Three reasons. First, the routing layer has to be written; it is not a setting you toggle. Second, batch jobs need a results poller and a queue, which is real infrastructure most coding-agent stacks did not build because Claude Code, Aider, and Cursor are all interactive-first. Third, most of the visible AI-for-engineering content online is sold by course operators and 'AI growth partners' who have never shipped a routing layer in production and do not write about it because it is not in their playbook. The result is that a four-line decision (is a human watching this stream right now, yes or no) gets skipped, and the bill quietly inflates.
Does prompt caching matter on the interactive lane too?
Yes, more than people think. The interactive surface in a Claude Code style loop is dominated by a long, slowly-mutating cached prefix (tool definitions, file reads, accumulated diffs, system prompt, skills). With 5-minute prompt caching wired correctly, the second turn in a session is already cheaper than the first because reads are 0.1x base. Without it, you pay full input rate on a 250K-token prefix every turn, and a single multi-turn session can cost more than a small batch job on the same task. Wire caching first; only after that does the throughput vs interactivity routing decision actually move money.
What is the right architecture for a small team that wants to do this without overbuilding?
A four-line router in front of the agent loop. If the call is initiated from a streaming surface (CLI prompt, IDE extension, web chat) and the user is waiting, send it to the streaming API at list price with prompt caching on. If the call is initiated from a cron, a CI hook, a webhook, or a 'submit and forget' UX with a results page, queue it for the batch API. Hold the batch ID, poll the results endpoint, write the output back to a per-job artifact. Maybe 200 lines of Go or Python.
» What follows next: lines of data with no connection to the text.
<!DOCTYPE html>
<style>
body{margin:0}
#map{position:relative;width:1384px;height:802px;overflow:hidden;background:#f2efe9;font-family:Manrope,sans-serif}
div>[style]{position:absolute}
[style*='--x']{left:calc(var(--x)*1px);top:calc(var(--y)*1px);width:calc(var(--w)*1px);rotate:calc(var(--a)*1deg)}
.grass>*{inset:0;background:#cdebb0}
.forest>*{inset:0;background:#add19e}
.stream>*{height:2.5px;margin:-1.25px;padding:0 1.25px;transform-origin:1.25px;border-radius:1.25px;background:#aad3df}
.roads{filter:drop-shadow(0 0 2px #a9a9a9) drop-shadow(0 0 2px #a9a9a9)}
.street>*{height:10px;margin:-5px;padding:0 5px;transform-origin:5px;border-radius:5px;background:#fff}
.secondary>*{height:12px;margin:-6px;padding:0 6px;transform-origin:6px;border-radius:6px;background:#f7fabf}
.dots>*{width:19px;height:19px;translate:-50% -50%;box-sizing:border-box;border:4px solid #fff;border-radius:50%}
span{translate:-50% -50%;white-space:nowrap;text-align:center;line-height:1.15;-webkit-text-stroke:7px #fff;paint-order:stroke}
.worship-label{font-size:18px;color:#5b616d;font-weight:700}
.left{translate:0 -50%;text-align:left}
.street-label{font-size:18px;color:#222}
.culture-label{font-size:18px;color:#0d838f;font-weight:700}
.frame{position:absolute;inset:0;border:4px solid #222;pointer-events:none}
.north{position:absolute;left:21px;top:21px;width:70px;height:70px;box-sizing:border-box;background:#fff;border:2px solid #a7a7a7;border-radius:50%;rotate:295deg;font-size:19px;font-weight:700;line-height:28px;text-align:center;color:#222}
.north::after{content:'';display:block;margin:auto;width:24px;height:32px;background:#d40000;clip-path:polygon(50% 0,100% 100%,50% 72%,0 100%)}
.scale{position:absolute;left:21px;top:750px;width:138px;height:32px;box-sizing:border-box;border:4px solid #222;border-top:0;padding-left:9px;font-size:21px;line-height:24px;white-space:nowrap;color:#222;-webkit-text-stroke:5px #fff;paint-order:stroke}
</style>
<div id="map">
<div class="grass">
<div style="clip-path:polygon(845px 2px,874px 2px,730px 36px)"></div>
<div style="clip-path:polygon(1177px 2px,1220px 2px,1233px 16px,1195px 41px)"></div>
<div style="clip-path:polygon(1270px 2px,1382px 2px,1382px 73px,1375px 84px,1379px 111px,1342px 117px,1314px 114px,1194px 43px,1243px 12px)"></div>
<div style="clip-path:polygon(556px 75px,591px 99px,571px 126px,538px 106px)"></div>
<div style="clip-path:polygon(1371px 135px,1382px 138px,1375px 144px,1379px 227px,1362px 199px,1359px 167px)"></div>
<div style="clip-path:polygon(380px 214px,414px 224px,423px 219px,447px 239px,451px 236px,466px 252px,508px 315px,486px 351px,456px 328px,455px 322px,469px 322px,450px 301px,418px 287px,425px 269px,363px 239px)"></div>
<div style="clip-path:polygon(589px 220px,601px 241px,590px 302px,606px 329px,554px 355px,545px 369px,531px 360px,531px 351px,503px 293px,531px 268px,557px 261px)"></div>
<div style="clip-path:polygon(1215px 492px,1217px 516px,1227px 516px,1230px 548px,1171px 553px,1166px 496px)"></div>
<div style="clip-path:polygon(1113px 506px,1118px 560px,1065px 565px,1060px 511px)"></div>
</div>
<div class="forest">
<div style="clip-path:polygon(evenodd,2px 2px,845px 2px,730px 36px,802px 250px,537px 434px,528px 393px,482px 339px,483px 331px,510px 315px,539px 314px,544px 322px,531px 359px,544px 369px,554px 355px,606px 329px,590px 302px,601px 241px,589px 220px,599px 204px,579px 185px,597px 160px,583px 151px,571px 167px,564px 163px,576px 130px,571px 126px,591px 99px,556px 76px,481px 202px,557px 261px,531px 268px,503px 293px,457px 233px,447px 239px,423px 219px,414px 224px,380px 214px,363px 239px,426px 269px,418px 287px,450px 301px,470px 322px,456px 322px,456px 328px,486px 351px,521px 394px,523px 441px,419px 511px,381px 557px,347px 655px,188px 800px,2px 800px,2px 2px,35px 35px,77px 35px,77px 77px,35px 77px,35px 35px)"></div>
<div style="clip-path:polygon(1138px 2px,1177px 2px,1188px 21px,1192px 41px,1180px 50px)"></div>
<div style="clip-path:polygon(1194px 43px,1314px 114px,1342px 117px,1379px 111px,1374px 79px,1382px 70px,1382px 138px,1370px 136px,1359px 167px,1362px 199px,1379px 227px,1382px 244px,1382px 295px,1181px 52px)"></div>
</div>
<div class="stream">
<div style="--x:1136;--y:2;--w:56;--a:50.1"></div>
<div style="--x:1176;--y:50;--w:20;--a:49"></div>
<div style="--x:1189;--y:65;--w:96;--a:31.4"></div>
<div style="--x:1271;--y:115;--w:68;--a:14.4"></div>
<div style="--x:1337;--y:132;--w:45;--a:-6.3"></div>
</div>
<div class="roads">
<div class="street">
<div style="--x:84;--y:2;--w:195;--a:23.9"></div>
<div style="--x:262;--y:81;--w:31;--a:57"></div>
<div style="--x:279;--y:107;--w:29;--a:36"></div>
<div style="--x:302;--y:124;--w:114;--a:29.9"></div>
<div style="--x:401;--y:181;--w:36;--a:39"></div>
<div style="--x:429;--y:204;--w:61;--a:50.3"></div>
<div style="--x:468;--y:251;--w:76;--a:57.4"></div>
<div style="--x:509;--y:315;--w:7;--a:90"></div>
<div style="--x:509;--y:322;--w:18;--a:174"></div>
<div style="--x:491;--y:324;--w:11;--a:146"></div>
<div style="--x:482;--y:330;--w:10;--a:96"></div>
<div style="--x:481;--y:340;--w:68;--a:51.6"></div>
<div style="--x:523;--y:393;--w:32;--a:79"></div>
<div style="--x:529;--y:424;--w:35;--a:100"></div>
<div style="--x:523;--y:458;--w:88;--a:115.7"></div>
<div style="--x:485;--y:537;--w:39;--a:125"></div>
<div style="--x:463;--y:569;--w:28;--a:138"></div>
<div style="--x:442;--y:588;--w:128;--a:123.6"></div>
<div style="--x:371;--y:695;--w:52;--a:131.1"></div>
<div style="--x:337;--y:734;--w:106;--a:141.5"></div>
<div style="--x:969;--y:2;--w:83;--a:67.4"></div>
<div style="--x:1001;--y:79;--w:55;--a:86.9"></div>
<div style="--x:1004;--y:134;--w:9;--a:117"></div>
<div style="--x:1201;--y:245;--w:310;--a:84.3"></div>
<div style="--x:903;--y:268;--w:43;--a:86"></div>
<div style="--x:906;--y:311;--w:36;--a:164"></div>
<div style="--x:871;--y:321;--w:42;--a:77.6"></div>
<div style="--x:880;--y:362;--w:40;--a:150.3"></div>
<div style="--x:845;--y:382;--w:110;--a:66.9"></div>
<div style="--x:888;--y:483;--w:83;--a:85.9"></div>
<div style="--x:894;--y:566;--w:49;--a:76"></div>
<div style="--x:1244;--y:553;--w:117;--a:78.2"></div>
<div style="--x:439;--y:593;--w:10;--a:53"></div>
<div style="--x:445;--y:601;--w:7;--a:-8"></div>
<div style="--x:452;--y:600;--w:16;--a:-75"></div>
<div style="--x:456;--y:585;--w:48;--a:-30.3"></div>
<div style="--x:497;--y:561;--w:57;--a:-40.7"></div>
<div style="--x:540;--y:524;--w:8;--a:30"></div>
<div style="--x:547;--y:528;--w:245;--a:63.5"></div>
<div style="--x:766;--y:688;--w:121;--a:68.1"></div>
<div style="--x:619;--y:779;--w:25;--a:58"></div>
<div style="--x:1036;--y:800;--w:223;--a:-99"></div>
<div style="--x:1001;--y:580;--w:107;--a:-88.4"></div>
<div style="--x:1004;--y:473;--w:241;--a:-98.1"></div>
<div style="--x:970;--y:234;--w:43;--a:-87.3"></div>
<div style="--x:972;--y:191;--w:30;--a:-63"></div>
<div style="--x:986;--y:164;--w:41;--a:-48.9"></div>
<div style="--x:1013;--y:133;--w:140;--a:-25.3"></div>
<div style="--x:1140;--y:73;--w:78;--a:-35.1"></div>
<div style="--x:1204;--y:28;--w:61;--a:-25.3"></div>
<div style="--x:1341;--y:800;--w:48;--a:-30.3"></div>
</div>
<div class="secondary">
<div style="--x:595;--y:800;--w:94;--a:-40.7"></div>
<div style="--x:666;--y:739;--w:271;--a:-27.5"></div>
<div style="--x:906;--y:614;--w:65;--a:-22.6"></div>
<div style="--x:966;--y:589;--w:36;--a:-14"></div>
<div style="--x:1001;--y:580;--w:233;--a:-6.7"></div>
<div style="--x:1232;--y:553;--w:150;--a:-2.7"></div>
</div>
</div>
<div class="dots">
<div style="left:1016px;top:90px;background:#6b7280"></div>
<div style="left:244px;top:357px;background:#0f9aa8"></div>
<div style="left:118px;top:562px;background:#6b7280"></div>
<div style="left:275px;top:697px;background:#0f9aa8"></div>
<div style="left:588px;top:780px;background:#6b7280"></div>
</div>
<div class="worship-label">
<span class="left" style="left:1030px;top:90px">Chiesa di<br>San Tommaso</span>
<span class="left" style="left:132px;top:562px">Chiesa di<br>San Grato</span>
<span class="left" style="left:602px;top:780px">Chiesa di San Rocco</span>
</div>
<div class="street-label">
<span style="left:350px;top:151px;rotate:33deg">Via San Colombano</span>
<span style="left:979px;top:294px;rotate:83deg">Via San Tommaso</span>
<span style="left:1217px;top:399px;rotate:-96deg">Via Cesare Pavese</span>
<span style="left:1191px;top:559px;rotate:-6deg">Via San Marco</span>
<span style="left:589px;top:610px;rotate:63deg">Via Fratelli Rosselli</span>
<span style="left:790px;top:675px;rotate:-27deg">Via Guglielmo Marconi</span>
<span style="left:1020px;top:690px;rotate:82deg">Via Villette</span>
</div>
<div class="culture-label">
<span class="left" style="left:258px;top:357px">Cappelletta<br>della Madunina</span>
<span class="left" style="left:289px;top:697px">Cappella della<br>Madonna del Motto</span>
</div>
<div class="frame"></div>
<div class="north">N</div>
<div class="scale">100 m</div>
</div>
Once the router exists you can vary the model per lane (Haiku 4.5 for low-stakes interactive, Opus 4.7 for everything else) without touching the agent loop.
When is it worth NOT splitting the lanes?
When the total monthly API spend on coding agents is below roughly $500 a month. The savings from routing are real but they have a fixed engineering cost (the router, the queue, the monitoring) and below that threshold the engineer-hours to ship the router beat the API savings for a year. Above $500 a month and especially above $2,000 a month, the router pays for itself inside a quarter. This is the same threshold where prompt caching wiring also stops being optional.